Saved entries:
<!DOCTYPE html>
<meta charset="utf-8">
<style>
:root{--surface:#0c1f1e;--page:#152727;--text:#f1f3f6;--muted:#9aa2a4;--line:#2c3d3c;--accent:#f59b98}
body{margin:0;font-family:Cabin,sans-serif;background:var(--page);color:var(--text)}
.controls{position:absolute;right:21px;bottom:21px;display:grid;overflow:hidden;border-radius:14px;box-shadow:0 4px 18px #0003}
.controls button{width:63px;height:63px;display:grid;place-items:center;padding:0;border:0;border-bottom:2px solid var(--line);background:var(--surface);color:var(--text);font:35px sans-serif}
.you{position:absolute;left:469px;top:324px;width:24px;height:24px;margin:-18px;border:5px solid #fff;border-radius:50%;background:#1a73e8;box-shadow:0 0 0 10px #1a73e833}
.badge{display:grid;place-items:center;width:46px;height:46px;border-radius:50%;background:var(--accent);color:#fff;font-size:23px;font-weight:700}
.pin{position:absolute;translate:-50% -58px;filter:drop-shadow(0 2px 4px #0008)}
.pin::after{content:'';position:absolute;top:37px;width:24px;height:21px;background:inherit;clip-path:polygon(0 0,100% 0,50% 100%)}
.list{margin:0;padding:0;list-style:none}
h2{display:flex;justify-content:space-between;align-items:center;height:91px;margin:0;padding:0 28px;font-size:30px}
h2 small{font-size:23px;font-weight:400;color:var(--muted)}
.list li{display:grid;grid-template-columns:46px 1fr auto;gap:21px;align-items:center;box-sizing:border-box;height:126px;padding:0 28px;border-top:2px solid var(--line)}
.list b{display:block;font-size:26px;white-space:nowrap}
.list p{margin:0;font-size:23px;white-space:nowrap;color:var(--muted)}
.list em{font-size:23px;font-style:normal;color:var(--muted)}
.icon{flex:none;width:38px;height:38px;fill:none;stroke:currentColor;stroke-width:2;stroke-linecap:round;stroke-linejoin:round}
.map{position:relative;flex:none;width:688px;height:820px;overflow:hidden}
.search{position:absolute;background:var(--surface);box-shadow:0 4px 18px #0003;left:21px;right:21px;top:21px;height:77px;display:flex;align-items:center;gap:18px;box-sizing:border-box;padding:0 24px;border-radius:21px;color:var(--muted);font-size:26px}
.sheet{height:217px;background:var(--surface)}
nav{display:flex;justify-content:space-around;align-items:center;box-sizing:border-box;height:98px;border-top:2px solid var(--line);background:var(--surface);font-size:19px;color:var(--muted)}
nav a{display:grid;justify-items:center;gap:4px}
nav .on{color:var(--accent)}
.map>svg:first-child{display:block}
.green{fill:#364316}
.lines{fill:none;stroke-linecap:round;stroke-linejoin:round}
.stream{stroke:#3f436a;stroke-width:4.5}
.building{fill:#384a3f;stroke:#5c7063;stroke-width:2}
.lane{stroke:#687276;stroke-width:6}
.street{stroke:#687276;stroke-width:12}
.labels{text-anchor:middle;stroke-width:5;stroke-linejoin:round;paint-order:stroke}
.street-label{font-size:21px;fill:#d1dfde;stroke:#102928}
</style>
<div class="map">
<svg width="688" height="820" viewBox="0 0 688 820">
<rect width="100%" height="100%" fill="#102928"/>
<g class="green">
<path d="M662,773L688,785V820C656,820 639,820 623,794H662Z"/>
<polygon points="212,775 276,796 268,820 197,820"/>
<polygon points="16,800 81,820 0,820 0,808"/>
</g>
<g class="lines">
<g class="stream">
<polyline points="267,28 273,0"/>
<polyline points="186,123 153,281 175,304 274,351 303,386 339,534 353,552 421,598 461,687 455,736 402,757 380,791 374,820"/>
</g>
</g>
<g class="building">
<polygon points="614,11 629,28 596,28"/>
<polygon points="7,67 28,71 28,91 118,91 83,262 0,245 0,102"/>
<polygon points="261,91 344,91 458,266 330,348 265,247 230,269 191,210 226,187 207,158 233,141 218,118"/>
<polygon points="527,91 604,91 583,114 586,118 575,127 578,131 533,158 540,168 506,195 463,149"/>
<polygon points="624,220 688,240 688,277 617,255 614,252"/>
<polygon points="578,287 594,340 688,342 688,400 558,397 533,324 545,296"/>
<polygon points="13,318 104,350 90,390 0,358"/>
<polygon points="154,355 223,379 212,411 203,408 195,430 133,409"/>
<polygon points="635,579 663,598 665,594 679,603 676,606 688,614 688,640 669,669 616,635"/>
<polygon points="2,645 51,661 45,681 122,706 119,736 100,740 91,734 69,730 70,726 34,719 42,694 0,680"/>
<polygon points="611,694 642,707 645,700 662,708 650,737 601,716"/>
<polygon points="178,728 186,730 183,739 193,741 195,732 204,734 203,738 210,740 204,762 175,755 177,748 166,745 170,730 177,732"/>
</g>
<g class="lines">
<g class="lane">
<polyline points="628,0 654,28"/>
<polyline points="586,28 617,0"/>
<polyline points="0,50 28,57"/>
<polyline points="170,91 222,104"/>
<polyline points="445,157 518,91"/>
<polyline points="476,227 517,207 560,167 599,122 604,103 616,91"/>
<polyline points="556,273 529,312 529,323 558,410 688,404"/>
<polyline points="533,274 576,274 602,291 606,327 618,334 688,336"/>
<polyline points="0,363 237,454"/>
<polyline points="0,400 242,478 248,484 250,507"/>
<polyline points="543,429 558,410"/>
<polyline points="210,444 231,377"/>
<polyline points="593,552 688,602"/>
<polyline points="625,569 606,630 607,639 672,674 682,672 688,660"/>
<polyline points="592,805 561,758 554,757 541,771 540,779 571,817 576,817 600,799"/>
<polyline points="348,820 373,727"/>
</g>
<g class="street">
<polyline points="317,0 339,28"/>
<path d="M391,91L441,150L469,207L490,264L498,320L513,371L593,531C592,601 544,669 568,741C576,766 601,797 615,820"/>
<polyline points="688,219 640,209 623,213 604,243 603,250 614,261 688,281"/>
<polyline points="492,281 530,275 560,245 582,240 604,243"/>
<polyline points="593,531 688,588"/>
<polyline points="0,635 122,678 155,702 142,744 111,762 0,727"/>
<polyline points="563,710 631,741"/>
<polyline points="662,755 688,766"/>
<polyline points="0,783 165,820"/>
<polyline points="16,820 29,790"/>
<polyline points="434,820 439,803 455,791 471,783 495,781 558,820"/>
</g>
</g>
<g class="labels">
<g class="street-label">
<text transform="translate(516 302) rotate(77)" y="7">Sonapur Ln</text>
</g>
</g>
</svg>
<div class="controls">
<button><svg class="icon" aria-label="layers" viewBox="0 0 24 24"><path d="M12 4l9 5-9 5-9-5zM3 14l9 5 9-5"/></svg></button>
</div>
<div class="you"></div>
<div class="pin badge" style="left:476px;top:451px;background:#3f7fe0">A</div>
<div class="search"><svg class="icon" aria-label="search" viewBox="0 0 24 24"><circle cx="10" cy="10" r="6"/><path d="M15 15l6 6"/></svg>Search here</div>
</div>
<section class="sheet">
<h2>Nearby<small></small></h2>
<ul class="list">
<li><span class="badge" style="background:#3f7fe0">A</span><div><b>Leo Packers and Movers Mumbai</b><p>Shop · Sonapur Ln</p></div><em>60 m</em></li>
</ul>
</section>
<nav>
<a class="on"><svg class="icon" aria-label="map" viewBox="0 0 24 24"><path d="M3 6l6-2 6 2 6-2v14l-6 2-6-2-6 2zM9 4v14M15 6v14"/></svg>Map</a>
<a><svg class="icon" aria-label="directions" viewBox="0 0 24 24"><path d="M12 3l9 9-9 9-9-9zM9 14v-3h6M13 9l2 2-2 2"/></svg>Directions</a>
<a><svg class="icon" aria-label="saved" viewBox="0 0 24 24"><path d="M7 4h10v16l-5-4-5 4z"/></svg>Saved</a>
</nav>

What you should do: Check the records above and copy each line that has the string "list".

Result of the task:
.list{margin:0;padding:0;list-style:none}
.list li{display:grid;grid-template-columns:46px 1fr auto;gap:21px;align-items:center;box-sizing:border-box;height:126px;padding:0 28px;border-top:2px solid var(--line)}
.list b{display:block;font-size:26px;white-space:nowrap}
.list p{margin:0;font-size:23px;white-space:nowrap;color:var(--muted)}
.list em{font-size:23px;font-style:normal;color:var(--muted)}
<ul class="list">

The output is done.